Barclays kennt Millionär nicht

Ein goldenes Siegel prangt unter der Mitteilung der Barclays Bank London, dass 361 Millionen Dollar zur Überweisung an Wolfgang S. bereitstünden. Eine Juristin von Barclays Deutschland besah vor Gericht das Siegel - und schüttelte den Kopf.

(ca) "Barclays mit Apostroph - das gibt es nicht", sagte die Zeugin im Betrugsprozess am Landgericht Weiden. "Wenn wir unseren eigenen Namen nicht mehr schreiben könnten, würde es schwierig." Die Staatsanwaltschaft hatte ihr drei Schreiben aus dem Beweismaterial gefaxt. Sie habe diese an eine Spezialeinheit der Bank in London weitergeleitet: die Financial Crime Intelligence Unit. Die Antwort fiel knapp aus: "Wir haben die Dokumente geprüft und glauben nicht, dass sie echt sind."

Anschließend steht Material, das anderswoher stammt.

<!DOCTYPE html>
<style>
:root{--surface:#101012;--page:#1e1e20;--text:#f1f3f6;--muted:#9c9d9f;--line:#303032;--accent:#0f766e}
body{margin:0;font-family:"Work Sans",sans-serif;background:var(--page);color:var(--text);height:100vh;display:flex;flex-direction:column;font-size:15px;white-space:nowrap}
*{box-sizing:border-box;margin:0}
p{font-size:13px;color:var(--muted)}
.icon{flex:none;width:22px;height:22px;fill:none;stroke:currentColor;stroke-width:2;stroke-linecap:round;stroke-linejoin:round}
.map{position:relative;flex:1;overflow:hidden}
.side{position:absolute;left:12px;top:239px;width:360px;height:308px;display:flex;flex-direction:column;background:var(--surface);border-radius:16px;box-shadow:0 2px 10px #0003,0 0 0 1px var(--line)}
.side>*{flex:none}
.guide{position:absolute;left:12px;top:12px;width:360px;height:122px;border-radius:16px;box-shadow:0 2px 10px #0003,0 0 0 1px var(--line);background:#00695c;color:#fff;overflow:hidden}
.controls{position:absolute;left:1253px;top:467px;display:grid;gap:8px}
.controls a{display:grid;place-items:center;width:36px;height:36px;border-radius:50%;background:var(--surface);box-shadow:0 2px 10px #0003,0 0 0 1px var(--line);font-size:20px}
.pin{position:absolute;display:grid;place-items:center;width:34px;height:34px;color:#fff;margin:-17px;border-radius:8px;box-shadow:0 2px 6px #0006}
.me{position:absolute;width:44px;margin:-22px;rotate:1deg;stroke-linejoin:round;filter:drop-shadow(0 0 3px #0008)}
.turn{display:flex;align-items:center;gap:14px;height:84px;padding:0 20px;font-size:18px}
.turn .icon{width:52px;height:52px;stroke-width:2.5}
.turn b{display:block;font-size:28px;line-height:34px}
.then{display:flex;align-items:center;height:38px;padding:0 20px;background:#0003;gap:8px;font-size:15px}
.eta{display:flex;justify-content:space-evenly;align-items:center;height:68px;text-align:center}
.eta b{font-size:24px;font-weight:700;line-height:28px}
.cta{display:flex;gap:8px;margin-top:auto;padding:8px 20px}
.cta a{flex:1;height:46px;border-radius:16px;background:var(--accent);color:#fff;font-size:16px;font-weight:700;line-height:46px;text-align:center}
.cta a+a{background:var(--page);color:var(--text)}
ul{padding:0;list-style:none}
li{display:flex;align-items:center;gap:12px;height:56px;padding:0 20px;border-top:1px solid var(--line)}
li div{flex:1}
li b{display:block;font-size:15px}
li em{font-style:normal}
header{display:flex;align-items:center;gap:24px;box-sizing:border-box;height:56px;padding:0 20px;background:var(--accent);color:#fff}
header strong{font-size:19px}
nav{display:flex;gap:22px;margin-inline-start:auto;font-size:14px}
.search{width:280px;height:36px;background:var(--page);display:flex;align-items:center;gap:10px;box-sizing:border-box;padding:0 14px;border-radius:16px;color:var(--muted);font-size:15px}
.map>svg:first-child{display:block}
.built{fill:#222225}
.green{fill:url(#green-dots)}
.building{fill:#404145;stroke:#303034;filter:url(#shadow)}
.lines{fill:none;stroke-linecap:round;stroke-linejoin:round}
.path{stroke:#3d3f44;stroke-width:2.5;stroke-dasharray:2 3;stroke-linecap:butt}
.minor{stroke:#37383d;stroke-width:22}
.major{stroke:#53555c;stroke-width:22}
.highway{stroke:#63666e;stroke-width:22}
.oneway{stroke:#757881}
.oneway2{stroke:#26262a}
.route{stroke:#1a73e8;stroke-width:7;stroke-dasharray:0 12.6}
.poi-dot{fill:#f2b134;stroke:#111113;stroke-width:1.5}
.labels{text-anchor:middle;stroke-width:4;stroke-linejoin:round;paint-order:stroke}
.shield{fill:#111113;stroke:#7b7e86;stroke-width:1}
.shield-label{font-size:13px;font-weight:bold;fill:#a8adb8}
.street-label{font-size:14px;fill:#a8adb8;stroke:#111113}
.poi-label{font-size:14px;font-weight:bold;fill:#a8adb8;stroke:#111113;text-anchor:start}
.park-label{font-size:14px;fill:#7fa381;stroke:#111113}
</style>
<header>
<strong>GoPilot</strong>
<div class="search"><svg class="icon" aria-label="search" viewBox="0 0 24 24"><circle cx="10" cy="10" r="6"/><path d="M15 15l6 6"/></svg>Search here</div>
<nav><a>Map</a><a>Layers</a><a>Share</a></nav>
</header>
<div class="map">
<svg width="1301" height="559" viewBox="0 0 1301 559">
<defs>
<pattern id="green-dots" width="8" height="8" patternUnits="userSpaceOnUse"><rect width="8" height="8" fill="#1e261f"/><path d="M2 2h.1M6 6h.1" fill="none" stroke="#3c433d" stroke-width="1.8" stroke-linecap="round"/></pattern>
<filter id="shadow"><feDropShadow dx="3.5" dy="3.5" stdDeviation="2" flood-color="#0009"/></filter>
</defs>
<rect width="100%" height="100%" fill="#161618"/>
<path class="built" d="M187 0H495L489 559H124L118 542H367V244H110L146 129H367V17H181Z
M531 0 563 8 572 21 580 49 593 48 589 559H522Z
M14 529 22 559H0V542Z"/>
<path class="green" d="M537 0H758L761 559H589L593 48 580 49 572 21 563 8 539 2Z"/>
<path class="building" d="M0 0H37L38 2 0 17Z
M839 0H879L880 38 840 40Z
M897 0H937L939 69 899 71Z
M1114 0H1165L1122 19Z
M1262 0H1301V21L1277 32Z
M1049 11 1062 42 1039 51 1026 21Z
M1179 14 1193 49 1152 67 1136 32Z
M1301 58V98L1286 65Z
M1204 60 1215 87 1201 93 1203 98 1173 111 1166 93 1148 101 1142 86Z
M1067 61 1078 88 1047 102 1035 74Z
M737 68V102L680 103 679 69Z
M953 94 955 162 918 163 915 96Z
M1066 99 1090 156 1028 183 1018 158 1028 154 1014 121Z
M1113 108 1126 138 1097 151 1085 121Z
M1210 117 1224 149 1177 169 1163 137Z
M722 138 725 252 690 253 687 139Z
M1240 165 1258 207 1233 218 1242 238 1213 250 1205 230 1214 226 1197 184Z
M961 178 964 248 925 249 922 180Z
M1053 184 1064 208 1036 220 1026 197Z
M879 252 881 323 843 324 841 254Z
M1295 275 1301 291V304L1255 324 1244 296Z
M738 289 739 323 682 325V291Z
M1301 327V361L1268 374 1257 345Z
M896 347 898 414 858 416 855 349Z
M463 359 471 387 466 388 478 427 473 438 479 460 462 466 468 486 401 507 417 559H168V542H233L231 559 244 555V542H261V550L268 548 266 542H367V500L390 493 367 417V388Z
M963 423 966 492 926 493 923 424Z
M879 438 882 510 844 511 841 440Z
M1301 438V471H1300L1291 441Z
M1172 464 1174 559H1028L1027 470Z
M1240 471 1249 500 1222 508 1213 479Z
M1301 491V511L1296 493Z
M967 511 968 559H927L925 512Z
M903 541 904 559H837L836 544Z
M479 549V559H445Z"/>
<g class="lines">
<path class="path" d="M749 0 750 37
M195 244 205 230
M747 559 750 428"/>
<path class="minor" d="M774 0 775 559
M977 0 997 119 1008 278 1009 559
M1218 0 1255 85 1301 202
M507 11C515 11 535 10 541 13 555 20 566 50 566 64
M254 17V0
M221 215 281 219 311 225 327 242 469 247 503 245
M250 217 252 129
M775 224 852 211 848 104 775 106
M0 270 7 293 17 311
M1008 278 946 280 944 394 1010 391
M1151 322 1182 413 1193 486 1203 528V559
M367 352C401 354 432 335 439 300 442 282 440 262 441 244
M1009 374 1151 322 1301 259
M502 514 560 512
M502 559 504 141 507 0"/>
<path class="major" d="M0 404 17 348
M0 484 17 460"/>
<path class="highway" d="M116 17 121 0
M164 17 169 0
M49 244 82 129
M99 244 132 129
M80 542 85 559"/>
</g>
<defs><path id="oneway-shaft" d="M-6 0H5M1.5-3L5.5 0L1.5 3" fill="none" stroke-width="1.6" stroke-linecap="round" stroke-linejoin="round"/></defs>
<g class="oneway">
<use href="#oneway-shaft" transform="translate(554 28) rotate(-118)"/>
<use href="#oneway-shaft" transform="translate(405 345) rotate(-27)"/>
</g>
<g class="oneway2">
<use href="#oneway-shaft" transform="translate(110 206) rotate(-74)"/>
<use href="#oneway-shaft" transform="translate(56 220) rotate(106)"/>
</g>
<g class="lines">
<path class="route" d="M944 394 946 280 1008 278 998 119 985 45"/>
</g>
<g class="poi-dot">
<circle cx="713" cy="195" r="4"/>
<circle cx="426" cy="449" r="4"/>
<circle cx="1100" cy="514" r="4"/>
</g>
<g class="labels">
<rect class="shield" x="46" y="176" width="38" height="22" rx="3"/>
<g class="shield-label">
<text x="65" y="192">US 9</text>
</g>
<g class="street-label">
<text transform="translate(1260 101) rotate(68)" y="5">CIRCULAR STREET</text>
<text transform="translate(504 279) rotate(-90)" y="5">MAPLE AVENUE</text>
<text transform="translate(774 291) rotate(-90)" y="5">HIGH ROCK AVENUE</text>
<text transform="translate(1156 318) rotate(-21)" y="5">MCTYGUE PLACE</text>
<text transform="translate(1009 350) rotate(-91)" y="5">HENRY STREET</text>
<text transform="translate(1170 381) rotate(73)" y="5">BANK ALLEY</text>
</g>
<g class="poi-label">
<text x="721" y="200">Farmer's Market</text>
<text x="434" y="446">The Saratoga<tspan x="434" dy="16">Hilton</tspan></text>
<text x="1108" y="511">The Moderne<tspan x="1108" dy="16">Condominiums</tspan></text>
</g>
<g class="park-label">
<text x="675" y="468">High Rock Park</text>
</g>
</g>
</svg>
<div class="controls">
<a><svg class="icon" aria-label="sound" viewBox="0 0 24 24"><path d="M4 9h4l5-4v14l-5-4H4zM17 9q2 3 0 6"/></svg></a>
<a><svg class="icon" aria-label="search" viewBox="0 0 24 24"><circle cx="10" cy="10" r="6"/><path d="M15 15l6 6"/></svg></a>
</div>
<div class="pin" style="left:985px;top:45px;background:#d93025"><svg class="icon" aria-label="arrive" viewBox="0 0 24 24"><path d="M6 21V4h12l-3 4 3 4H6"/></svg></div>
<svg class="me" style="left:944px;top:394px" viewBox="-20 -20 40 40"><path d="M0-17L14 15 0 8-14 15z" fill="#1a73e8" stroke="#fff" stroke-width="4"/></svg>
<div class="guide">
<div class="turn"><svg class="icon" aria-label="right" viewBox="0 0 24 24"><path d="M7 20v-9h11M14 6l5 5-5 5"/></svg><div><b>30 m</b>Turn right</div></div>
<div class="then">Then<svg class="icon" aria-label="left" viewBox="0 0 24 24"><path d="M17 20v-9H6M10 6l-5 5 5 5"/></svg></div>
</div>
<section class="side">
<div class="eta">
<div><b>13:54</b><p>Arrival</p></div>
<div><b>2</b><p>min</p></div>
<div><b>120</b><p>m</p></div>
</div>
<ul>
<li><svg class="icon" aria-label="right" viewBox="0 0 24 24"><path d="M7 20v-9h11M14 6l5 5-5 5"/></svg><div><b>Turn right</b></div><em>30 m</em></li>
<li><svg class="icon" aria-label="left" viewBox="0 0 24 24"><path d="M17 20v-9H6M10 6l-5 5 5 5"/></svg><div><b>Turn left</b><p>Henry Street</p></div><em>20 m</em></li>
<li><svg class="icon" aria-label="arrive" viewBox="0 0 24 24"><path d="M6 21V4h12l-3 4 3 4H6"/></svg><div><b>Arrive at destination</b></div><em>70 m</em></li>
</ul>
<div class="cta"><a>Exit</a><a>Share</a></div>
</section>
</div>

Auch ein Direktor für das operative Geschäft bei Barclays Deutschland war mit dem Fall Wolfgang S. betraut. "Das wurde von den Fachabteilungen überprüft. Dabei wurde festgestellt, dass kein Konto unterhalten wird und wurde und auch keine Zahlungsanweisungen vorlagen. Unsere Bank pflegt keine Geschäftsbeziehungen mit Wolfgang S. Die Dokumente wurde nicht von der Barclays Bank ausgestellt." Auch den angegebenen E-Mail-Account gebe es nicht.

Klare Antworten. Den Verteidigern waren sie trotzdem zu dünn. Beide Bankmitarbeiter waren nicht selbst mit den Überprüfungen betraut, sondern gaben nur Erkenntnisse von Kollegen weiter. Anwalt Jörg Jendricke: "Satz mit x. Ich kann hieraus keine belastenden Momente erkennen."

Haftentlassung beantragt

Auch eine Übersetzerin, die an der OTH Wirtschaftsenglisch lehrt, zweifelte an der Echtheit: Das sei alles "very flowery", sehr blumig, formuliert. Sie wies auf Tippfehler hin. "Wenn es in den Schreiben über Beträge in diesen Höhen geht, kann ich von besserem redaktionellen Wert ausgehen. Jede Sekretärin würde ihren Job aufs Spiel setzen."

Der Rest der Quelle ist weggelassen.